What is being asked: Would you transcribe each entry exactly as it stands, omitting the pictures?

:: Source material ::

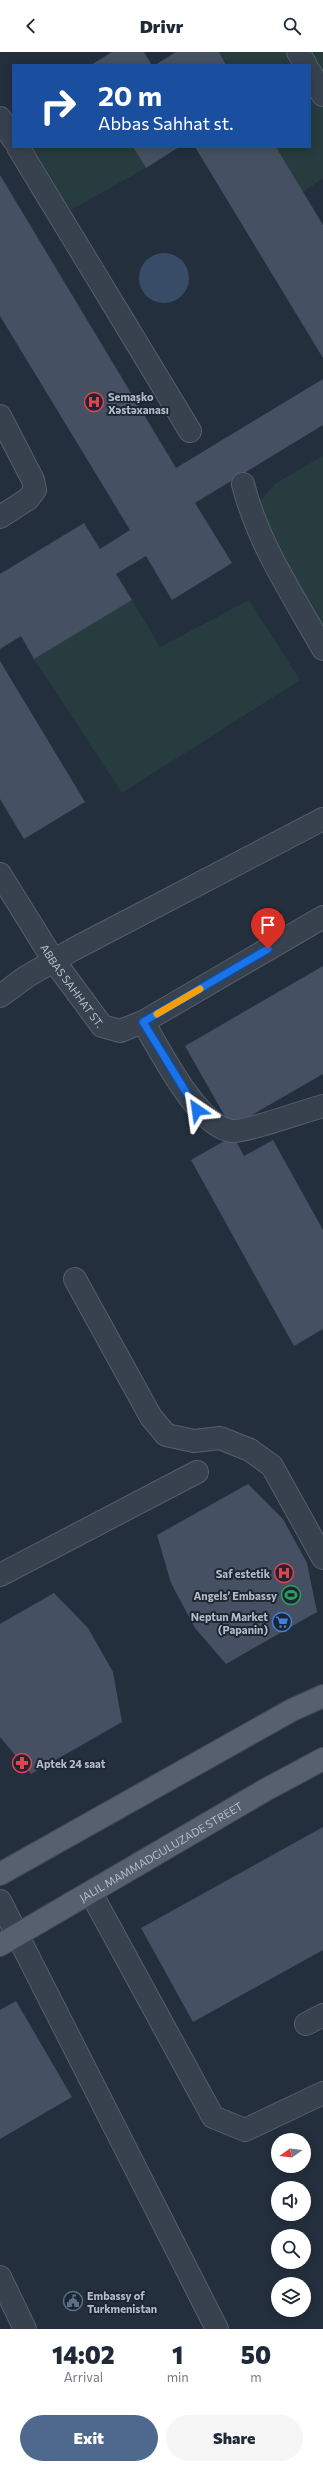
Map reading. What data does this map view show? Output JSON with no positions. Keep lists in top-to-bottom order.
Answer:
{
  "streets": {
    "main road": ["JALIL MAMMADGULUZADE STREET"],
    "street": ["ABBAS SAHHAT ST."]
  },
  "places": {
    "hospital": ["Semaşko Xəstəxanası", "Saf estetik"],
    "sports": ["Angels’ Embassy"],
    "supermarket": ["Neptun Market (Papanin)"],
    "pharmacy": ["Aptek 24 saat"],
    "public building": ["Embassy of Turkmenistan"]
  },
  "north": "left",
  "page": {
    "header": "Drivr",
    "turn": ["20 m", "Abbas Sahhat st."],
    "eta": [
      "14:02",
      "Arrival",
      "1",
      "min",
      "50",
      "m"
    ],
    "buttons": ["Exit", "Share"]
  }
}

:::

Response below:
Map reading. What data does this map view show? Output JSON with no positions. Keep lists in top-to-bottom order.
Answer:
{
  "streets": {
    "main road": ["JALIL MAMMADGULUZADE STREET"],
    "street": ["ABBAS SAHHAT ST."]
  },
  "places": {
    "hospital": ["Semaşko Xəstəxanası", "Saf estetik"],
    "sports": ["Angels’ Embassy"],
    "supermarket": ["Neptun Market (Papanin)"],
    "pharmacy": ["Aptek 24 saat"],
    "public building": ["Embassy of Turkmenistan"]
  },
  "north": "left",
  "page": {
    "header": "Drivr",
    "turn": ["20 m", "Abbas Sahhat st."],
    "eta": [
      "14:02",
      "Arrival",
      "1",
      "min",
      "50",
      "m"
    ],
    "buttons": ["Exit", "Share"]
  }
}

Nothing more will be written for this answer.